> Description of the task:
Go through the records and report each line holding the string "controls".

:: Data for analysis

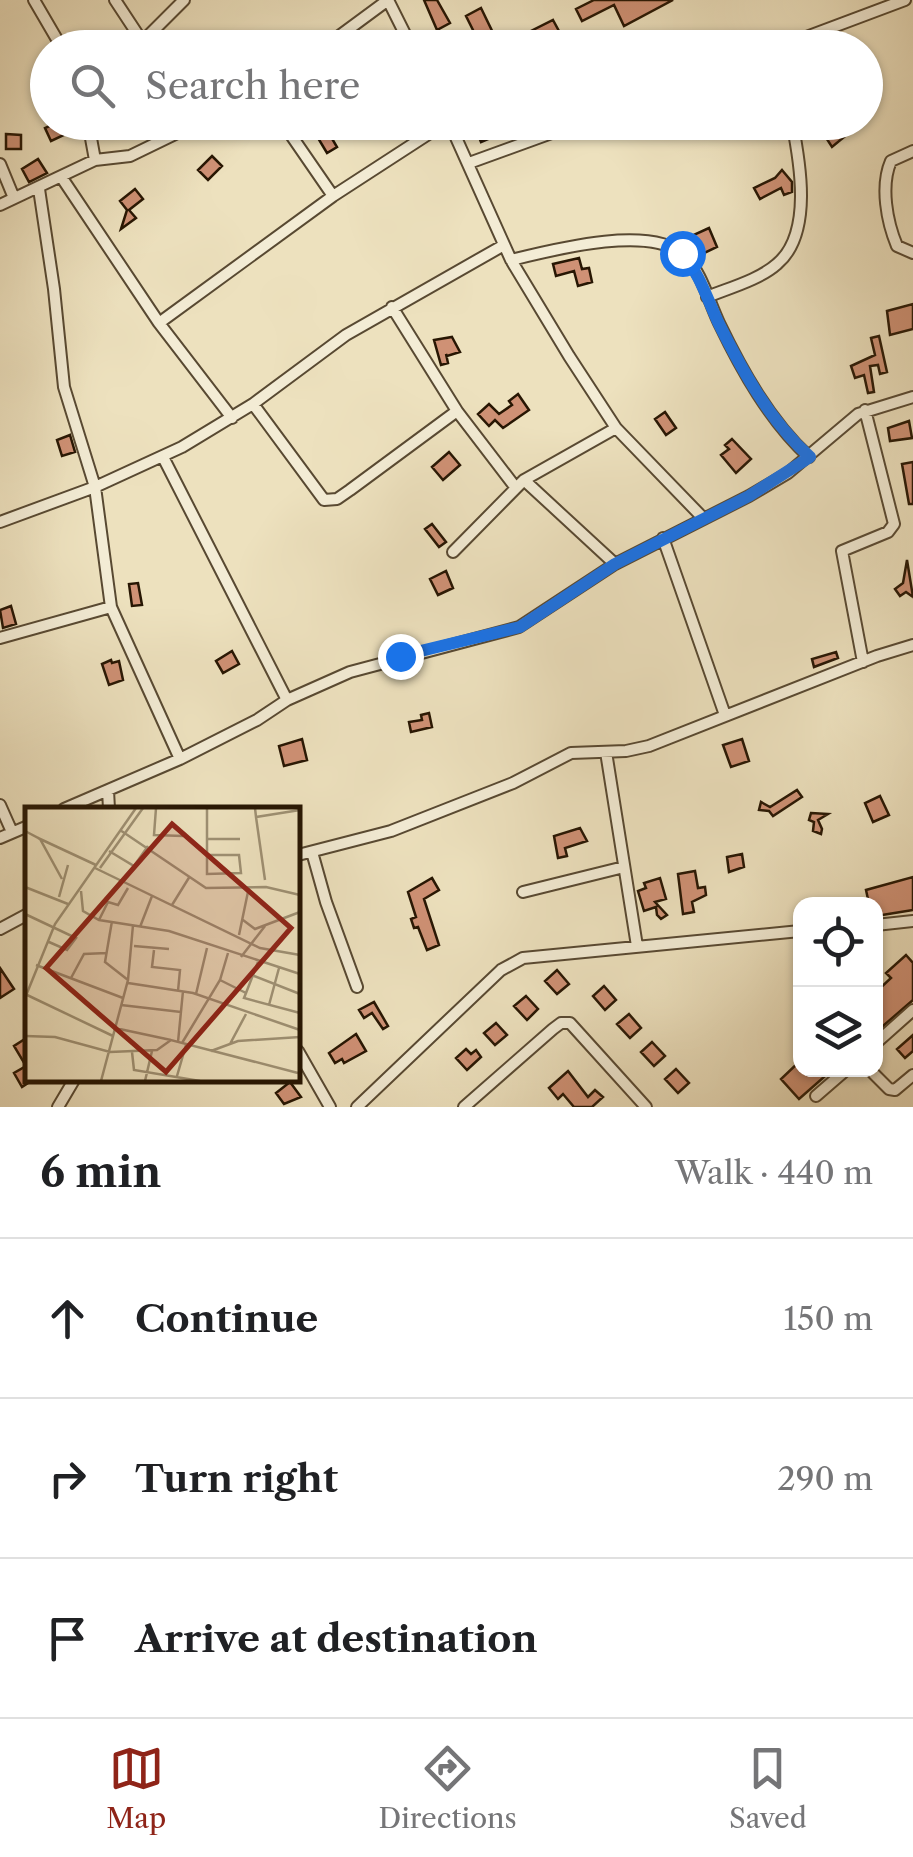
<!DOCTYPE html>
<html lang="en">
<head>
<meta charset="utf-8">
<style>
  body { margin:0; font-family:"Libre Caslon Text",serif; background:#f2f2f2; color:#202124 }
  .controls { position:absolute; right:30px; bottom:30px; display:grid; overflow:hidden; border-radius:20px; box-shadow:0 2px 8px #0004 }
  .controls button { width:90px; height:90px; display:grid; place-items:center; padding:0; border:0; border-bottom:2px solid #e0e0e0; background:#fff; color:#202124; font:50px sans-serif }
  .stop { position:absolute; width:30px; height:30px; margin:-22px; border:8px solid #1a73e8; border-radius:50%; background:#fff }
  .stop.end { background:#1a73e8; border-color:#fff; box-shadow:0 2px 10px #0008 }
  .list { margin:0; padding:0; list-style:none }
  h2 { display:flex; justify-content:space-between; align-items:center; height:130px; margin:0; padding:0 40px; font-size:42px }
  h2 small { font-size:32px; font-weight:400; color:#757577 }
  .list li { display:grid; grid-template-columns:65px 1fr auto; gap:30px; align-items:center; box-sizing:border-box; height:160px; padding:0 40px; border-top:2px solid #e0e0e0 }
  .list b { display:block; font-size:38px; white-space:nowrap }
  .list em { font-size:32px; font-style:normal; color:#757577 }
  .icon { flex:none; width:55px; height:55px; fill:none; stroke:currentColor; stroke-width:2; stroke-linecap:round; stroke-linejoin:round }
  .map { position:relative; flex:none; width:913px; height:1107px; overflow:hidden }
  .search { position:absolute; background:#fff; box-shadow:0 2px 8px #0004; left:30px; right:30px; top:30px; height:110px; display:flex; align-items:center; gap:25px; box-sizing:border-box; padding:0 35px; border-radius:55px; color:#757577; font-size:38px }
  .sheet { height:610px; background:#fff }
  nav { display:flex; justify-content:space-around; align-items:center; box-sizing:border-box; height:140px; border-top:2px solid #e0e0e0; background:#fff; font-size:28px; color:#757577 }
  nav a { display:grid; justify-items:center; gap:5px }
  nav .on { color:#8f2418 }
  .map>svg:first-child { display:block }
  .building { fill:#cf9175; stroke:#271603; stroke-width:2.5 }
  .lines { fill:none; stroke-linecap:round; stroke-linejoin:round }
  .minor-casing { stroke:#584932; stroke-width:14 }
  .minor { stroke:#f3ecd5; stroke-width:10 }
  .route { stroke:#1a73e8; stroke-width:12 }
  .inset-road { fill:none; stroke:#9e9073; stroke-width:2.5 }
  .view { fill:#8f2418; fill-opacity:0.15; stroke:#8f2418; stroke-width:5 }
  .inset-edge { fill:none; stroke:#271603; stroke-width:5 }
</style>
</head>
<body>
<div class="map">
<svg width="913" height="1107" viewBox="0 0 913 1107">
  <rect width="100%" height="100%" fill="#ede1be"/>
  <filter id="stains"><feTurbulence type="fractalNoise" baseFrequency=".002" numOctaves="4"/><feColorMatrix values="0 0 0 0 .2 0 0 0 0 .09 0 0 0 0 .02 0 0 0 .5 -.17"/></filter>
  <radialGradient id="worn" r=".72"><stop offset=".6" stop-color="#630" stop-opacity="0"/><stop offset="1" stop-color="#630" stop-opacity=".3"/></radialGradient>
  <path class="building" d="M424 0H437L450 23 437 30Z
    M594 0H673L624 26 614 5 582 21 576 9Z
    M481 8 496 39 481 46 466 16Z
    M553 20 560 33 534 45 527 33Z
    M58 122 64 135 51 141 45 128Z
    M489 124 495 136 481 142 476 130Z
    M837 127 844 137 832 147 825 136Z
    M327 130 337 147 327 153 318 138Z
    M6 134 21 135V149H6Z
    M212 156 222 166 208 180 198 170Z
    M38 159 47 173 29 182 22 169Z
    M782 170 792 182V192L784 195 781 188 760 199 754 188 775 178Z
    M135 189 143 199 129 210 136 218 121 229 127 210 120 201Z
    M709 228 717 247 698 256 689 237Z
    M579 258 582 269 589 268 592 282 578 286 574 271 556 276 553 264Z
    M913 304V329L890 335 887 311Z
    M879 336 887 372 880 374 878 365 870 366 874 392 868 393 864 375 855 378 851 366 875 355 871 338Z
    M452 337 460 352 447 356 446 354 448 363 441 365 434 340Z
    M518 394 529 410 503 428 495 420 489 426 478 414 489 404 499 414 512 405 509 401Z
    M665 412 676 428 666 435 655 419Z
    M909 421 912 438 890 441 888 428Z
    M70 435 75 452 62 456 57 440Z
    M732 439 751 459 736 473 721 455 729 449 725 445Z
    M449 452 460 465 443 480 432 467Z
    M913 462V504H909L902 464Z
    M432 524 446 542 439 547 425 529Z
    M907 560 913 597 906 592 900 596 895 589 903 583Z
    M446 571 453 588 438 595 430 579Z
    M138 583 142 605 132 606 129 584Z
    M11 606 16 624 3 628 0 610Z
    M232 651 239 664 223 673 216 661Z
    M836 652 838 658 814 667 812 659Z
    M111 660 112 663 119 661 123 680 109 685 102 664Z
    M429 713 432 727 411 732 409 722 422 720 421 715Z
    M302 739 307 760 284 766 279 746Z
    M742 739 749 761 731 767 723 745Z
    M797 790 802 797 773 816 769 811 759 810 761 802 770 807Z
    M880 796 889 815 873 822 865 803Z
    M811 813 828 814 818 820 822 829 821 834 813 831 814 822 809 820Z
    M580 828 587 841 565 848 567 856 558 858 554 836Z
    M742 854 744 867 729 872 727 857Z
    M695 871 698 888 705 887 706 895 692 902 694 912 683 914 678 874Z
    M913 877V910L876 916V904H869L866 890Z
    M432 878 439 890 424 899 439 945 427 950 418 927 414 928 411 919 416 917 408 892Z
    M660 878 666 899 655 902 667 915 661 919 657 915 656 907 644 911 638 891 646 888 644 883Z
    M906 955 913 963V1000L876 1032V992L891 978 886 973Z
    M0 968 14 989 0 998Z
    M557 970 569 984 557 994 545 981Z
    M604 986 616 1000 605 1010 593 996Z
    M526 996 538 1009 527 1020 514 1006Z
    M374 1002 388 1026 383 1029 372 1013 364 1018 359 1010Z
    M629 1014 641 1028 630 1038 617 1024Z
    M496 1023 507 1035 495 1045 484 1033Z
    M356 1034 366 1051 344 1063 342 1059 335 1063 329 1053Z
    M913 1035V1051L905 1058 897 1049Z
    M28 1037V1083L22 1087 14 1073 26 1066 14 1046Z
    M652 1042 665 1056 654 1066 641 1052Z
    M466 1049 471 1054 476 1050 481 1057 467 1070 456 1058Z
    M800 1061V1070H832L799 1099 781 1079Z
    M676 1069 689 1083 678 1093 665 1079Z
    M568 1071 588 1097 595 1090 603 1097 592 1107H574L563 1094 558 1099 549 1088Z
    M290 1082 301 1097 284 1104 276 1093Z"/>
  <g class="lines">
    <defs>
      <path id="minor" d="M34 0 62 48
        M115 0 142 41
        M388 0 412 48
        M136 48 184 0
        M323 48 388 0
        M777 48 905 0
        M282 122 333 196
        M449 122 511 260 569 356 616 428 703 518
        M913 151 891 161C880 186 887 222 897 246L913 253
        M95 160 130 156 200 122
        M469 163 582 122
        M0 164 14 198
        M62 178 159 323 232 418
        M39 189 54 289 64 387 95 487 111 607 180 759
        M0 205 95 160 88 122
        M511 260C552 250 650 224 684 255 701 271 709 302 719 323 742 371 770 421 809 457
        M707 297C729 288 759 280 777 264 813 234 800 162 792 122
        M392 307 457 411
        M159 323 333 196 447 122
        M253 404 324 500 337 499 350 490 457 411 516 488
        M163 457 287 700
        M524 480 615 564
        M0 522 95 487 182 447 253 404 346 335 504 245
        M663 538 725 715
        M453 552 524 480 616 428
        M0 638 111 607
        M863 662 842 551 888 532 894 524 865 410
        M606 752 637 946
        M108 790 109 809
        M0 805 12 832
        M64 809 180 759 257 720 287 700 350 672 519 627 615 564 749 496 788 473 858 414 913 397
        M0 838 28 826
        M312 852 326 902 357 987
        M298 855 391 831 513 783 571 753 626 751 649 746 877 656 913 645
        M523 892 624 867
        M876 925 913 921
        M0 929 28 914
        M876 1043 913 1010
        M298 1051 330 1107
        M870 1070 889 1089 895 1090 913 1075
        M816 1096 846 1070
        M58 1107 74 1080
        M357 1107 501 970 523 958 800 931
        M464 1107 553 1029 561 1023H570L646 1107"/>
    </defs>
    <use href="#minor" class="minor-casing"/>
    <use href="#minor" class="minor"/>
  </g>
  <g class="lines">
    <path class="route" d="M400 656 520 627 615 564 749 496 810 457C769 420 742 370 718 322 707 298 699 273 682 253"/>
  </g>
  <g transform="translate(25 807)">
    <rect width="275" height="275" fill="#ede1be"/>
    <path class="inset-road" d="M131 1 129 28 158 29M182 1V67L216 66 214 48H182M230 1 231 10 275 3M231 10 240 73M95 23 181 81 241 80 275 88M0 24 15 32 37 72M13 31 71 58M182 32H215M84 44 109 59 123 39M70 61 235 141 275 148M75 61 118 1M0 80 43 97M56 84 58 104 74 113 144 124 275 167M34 90 43 58M147 98 165 69M0 107 51 131 42 143 24 135M74 113 83 95 93 98 103 81M218 113 230 122 275 105M87 114 80 155 103 173M115 120 127 89M214 128 224 80M109 139 144 142M129 143 127 160 155 163 153 184M216 150 240 119M11 158 98 191M229 169 275 187M46 171 59 147 82 146M195 173 221 186 219 191 275 206M103 176 168 186 275 223M221 186 233 155M0 187 88 229M171 187 182 141M0 191 30 117 111 1M96 198 156 205M244 198 254 161M90 221 146 233M0 229 30 230 85 245 132 243 146 233 273 266M153 235 158 184M157 236 195 173 203 146M205 237 221 207M186 244 213 234 275 230M107 245 109 263 175 274M152 269 161 238M76 274 103 173 108 118M120 274 127 244"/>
    <path class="view" d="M147 17 266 121 141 265 21 161Z"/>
    <rect width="275" height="275" class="inset-edge"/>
  </g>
  <rect width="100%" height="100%" filter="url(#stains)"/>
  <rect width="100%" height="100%" fill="url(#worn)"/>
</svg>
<div class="controls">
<button><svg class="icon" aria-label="locate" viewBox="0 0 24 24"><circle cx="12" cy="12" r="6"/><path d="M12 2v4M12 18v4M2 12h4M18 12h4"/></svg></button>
<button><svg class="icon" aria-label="layers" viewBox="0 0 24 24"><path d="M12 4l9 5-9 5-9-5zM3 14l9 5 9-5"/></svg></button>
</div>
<div class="stop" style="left:682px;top:253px"></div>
<div class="stop end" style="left:400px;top:656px"></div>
<div class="search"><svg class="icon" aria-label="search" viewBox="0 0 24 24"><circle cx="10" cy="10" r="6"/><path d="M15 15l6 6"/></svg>Search here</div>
</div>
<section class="sheet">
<h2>6 min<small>Walk · 440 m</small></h2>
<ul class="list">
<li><svg class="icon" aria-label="ahead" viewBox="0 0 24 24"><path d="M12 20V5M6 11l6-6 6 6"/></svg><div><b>Continue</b></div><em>150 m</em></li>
<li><svg class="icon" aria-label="right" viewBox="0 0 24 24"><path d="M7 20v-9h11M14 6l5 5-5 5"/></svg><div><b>Turn right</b></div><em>290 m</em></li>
<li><svg class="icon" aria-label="arrive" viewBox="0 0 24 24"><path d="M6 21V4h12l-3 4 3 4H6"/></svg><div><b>Arrive at destination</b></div></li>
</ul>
</section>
<nav>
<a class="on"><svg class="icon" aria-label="map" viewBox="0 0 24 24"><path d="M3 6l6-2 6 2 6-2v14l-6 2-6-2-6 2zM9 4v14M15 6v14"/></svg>Map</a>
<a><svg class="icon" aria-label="directions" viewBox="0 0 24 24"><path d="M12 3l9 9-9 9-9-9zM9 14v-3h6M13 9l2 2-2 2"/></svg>Directions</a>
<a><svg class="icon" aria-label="saved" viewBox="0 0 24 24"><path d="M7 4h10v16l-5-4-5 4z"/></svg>Saved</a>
</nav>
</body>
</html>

::::

> Task solution:
  .controls { position:absolute; right:30px; bottom:30px; display:grid; overflow:hidden; border-radius:20px; box-shadow:0 2px 8px #0004 }
  .controls button { width:90px; height:90px; display:grid; place-items:center; padding:0; border:0; border-bottom:2px solid #e0e0e0; background:#fff; color:#202124; font:50px sans-serif }
<div class="controls">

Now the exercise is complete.